*Assignment*: Given the listing below, write out exactly the lines starting with the line that has "M 539,85 L 596,90 L 586,117 L 527,110 Z" and going on through the line that has "M 308,166 L", both kept.

*Stored data*:
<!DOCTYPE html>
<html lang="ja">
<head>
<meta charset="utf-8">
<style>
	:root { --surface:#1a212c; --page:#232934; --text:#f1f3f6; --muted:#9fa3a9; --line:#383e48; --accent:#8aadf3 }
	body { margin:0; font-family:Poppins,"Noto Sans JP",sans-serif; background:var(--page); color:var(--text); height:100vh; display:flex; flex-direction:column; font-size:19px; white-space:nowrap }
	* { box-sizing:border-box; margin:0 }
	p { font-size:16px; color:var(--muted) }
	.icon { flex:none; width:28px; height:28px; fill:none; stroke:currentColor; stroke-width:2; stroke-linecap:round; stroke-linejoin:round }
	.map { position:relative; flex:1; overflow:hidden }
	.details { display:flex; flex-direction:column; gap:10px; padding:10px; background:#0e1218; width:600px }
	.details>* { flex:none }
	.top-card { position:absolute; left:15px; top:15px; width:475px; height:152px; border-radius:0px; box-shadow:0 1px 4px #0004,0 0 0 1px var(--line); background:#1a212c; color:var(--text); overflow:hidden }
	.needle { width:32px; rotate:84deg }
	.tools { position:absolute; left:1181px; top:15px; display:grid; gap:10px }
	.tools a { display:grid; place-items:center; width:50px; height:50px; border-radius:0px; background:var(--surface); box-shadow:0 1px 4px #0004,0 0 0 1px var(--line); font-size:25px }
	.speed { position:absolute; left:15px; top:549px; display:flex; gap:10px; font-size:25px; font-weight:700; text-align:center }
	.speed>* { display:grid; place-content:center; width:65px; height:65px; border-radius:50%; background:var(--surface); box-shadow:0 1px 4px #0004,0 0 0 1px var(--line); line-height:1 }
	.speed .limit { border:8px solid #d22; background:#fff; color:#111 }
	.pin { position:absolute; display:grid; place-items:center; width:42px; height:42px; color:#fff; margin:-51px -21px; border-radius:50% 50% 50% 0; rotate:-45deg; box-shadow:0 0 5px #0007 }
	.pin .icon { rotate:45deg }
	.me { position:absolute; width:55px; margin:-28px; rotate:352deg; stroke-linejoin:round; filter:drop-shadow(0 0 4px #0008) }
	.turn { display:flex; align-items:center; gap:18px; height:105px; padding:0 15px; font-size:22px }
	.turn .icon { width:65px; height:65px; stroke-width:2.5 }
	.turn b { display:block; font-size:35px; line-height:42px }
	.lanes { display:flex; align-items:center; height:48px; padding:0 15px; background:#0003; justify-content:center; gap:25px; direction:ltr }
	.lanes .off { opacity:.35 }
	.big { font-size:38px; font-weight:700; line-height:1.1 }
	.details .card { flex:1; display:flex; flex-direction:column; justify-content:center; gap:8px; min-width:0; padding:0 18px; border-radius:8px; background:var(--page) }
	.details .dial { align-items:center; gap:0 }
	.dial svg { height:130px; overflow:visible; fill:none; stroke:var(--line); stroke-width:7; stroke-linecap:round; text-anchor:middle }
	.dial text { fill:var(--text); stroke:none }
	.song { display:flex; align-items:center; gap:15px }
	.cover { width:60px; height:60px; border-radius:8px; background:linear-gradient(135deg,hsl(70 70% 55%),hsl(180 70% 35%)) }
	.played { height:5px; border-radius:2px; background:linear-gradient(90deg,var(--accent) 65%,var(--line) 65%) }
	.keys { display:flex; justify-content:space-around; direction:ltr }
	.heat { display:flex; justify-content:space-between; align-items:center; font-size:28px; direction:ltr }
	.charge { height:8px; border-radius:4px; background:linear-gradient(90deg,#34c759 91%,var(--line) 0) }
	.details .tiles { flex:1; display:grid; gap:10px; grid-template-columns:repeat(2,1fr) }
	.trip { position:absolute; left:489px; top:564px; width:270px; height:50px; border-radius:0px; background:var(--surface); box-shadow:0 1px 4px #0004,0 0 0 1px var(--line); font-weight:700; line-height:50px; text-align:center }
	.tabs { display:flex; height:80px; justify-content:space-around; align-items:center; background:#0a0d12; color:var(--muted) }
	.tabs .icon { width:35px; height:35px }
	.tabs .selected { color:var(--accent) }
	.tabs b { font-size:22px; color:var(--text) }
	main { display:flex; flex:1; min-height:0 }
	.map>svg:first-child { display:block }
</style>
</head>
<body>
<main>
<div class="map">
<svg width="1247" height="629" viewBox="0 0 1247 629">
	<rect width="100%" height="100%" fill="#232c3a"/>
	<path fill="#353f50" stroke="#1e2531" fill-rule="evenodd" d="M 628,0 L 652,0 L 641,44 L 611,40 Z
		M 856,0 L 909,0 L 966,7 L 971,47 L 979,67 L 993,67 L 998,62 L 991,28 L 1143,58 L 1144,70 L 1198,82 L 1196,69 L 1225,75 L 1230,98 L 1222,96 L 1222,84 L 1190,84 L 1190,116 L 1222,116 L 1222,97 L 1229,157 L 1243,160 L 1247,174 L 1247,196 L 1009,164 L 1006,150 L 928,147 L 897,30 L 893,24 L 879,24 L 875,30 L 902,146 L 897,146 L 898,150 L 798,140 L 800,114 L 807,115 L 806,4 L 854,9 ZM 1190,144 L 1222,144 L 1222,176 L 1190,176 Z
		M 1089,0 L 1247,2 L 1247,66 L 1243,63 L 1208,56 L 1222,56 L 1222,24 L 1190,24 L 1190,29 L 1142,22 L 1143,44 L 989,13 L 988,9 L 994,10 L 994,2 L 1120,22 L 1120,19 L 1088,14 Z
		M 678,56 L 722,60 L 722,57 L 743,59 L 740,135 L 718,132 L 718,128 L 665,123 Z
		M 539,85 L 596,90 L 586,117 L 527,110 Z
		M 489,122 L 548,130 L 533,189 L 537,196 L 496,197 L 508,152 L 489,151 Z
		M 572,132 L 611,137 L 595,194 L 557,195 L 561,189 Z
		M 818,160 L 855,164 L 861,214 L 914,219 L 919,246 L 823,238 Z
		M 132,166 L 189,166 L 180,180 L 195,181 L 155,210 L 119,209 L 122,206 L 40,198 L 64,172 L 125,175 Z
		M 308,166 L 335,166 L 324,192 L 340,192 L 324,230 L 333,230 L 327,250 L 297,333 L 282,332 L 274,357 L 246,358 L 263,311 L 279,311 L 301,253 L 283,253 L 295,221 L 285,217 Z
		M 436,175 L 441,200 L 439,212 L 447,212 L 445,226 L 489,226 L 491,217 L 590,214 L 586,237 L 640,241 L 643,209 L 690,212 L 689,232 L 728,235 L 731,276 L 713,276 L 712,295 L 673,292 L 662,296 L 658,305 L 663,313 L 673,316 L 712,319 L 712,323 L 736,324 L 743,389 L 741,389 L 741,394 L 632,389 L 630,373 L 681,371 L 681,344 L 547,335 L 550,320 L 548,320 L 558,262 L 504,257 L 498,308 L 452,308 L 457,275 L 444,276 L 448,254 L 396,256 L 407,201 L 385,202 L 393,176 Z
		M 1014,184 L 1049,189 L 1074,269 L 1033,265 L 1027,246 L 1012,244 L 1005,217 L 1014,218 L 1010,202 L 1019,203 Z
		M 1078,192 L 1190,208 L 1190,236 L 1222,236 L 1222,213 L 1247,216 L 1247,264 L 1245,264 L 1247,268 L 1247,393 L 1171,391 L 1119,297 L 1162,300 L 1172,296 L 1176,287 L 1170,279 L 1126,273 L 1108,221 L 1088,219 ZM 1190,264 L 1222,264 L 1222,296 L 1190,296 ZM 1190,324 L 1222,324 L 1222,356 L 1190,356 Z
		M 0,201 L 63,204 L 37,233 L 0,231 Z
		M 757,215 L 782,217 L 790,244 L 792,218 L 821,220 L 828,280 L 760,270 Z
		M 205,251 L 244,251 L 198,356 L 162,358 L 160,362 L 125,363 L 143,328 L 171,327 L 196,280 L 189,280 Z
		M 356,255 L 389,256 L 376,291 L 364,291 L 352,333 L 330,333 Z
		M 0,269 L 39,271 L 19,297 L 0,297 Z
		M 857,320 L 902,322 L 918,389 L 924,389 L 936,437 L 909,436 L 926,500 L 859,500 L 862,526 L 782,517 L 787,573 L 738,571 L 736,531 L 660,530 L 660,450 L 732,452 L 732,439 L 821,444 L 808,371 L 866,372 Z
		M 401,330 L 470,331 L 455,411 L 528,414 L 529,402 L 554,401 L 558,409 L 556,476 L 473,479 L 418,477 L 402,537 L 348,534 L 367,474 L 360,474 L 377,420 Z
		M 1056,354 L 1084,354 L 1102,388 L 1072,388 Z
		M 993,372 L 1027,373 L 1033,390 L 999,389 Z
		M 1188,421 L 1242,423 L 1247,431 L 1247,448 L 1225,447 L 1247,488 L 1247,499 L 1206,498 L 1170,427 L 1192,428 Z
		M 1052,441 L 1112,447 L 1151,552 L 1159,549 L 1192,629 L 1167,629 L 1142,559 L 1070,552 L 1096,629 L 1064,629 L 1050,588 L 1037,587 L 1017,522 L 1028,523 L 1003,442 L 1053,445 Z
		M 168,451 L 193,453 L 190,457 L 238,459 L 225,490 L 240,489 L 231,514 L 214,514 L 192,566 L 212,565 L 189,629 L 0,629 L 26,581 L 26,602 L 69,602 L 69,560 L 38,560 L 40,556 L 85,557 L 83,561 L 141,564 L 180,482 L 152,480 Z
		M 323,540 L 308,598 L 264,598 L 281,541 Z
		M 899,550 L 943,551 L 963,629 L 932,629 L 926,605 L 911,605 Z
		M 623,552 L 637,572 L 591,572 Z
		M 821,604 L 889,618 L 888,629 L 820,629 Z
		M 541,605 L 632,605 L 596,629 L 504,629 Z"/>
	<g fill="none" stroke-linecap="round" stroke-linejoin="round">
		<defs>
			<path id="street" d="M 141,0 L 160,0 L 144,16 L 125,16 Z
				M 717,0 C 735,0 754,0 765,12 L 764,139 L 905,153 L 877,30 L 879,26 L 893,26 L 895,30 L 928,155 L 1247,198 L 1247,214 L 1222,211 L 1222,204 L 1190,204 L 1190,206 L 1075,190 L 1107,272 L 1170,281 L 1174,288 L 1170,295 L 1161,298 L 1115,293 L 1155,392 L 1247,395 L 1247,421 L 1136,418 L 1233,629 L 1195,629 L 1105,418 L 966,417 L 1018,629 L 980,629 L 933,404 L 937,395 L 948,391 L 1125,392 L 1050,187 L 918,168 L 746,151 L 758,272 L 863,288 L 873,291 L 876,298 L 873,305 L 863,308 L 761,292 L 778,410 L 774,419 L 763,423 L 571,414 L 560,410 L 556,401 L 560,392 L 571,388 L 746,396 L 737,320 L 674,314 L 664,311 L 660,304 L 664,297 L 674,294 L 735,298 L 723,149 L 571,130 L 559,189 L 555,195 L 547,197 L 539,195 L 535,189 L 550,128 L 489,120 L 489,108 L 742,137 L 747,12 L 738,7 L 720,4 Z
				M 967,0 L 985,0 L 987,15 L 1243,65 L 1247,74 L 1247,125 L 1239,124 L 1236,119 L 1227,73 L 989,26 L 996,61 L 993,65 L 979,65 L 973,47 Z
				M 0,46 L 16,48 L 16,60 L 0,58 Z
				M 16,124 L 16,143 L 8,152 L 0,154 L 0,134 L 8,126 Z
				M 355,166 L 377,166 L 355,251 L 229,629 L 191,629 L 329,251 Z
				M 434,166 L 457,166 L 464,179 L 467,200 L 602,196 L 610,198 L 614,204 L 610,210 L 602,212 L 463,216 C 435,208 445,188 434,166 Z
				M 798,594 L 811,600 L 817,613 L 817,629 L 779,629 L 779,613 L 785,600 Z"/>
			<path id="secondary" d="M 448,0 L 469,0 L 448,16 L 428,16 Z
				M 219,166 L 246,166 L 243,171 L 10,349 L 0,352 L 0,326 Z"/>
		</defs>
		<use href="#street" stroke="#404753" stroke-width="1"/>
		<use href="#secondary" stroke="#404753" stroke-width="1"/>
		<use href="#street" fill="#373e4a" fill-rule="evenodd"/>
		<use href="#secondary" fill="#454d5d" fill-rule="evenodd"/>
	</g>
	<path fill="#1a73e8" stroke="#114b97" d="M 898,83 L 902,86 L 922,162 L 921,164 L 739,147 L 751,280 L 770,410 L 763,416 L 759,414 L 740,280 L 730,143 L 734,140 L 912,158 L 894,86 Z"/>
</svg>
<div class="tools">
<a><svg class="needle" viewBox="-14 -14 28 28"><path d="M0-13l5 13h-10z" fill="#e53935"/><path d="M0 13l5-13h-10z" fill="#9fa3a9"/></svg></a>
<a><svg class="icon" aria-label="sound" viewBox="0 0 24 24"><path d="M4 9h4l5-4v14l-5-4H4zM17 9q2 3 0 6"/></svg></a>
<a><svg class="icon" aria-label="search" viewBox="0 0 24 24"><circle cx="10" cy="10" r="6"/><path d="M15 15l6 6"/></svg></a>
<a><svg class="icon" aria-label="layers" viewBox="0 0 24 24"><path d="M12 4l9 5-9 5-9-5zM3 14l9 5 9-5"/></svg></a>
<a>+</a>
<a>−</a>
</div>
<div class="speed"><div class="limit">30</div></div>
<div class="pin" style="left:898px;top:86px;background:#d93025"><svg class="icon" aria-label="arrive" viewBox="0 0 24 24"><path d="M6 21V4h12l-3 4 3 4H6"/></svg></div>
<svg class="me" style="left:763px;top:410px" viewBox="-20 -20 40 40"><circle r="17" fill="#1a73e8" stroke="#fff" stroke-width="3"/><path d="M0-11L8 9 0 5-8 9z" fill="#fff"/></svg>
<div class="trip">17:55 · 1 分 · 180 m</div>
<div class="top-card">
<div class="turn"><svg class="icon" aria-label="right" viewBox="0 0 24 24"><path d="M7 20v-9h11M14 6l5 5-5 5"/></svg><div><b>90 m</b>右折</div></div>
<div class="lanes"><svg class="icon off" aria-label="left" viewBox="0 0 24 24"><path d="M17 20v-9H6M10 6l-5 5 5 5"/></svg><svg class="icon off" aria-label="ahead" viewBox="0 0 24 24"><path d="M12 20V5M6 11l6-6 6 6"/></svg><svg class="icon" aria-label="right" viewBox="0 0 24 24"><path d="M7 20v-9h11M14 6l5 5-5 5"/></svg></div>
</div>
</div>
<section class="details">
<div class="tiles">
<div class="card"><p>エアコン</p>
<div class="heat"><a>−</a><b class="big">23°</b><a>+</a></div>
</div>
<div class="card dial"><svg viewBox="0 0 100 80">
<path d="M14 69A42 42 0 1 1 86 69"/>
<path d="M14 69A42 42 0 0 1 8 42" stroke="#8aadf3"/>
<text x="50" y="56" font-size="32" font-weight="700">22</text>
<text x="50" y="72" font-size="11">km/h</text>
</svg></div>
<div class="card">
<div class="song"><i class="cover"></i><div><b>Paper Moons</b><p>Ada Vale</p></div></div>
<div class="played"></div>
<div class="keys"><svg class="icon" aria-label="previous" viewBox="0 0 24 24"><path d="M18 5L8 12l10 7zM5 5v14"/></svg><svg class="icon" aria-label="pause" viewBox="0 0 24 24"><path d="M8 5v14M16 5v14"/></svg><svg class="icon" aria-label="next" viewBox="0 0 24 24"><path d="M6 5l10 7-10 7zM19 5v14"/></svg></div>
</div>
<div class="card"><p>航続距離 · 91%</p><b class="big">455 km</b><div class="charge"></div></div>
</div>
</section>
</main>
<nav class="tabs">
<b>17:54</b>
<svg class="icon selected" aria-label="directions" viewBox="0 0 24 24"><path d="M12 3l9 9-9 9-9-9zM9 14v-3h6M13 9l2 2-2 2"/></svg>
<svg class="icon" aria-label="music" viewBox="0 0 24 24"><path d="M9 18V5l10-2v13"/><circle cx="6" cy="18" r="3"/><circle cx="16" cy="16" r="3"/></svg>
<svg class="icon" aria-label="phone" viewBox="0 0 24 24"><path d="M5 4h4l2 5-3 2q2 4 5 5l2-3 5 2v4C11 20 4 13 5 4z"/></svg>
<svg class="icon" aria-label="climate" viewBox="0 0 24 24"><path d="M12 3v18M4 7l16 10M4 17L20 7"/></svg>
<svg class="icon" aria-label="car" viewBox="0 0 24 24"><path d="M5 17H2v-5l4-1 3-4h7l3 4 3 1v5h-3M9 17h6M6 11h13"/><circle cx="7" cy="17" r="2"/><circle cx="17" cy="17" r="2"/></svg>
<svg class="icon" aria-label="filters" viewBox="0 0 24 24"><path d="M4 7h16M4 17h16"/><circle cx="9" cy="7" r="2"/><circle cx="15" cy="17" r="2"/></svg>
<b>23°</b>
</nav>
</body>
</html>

*Task solution*:
		M 539,85 L 596,90 L 586,117 L 527,110 Z
		M 489,122 L 548,130 L 533,189 L 537,196 L 496,197 L 508,152 L 489,151 Z
		M 572,132 L 611,137 L 595,194 L 557,195 L 561,189 Z
		M 818,160 L 855,164 L 861,214 L 914,219 L 919,246 L 823,238 Z
		M 132,166 L 189,166 L 180,180 L 195,181 L 155,210 L 119,209 L 122,206 L 40,198 L 64,172 L 125,175 Z
		M 308,166 L 335,166 L 324,192 L 340,192 L 324,230 L 333,230 L 327,250 L 297,333 L 282,332 L 274,357 L 246,358 L 263,311 L 279,311 L 301,253 L 283,253 L 295,221 L 285,217 Z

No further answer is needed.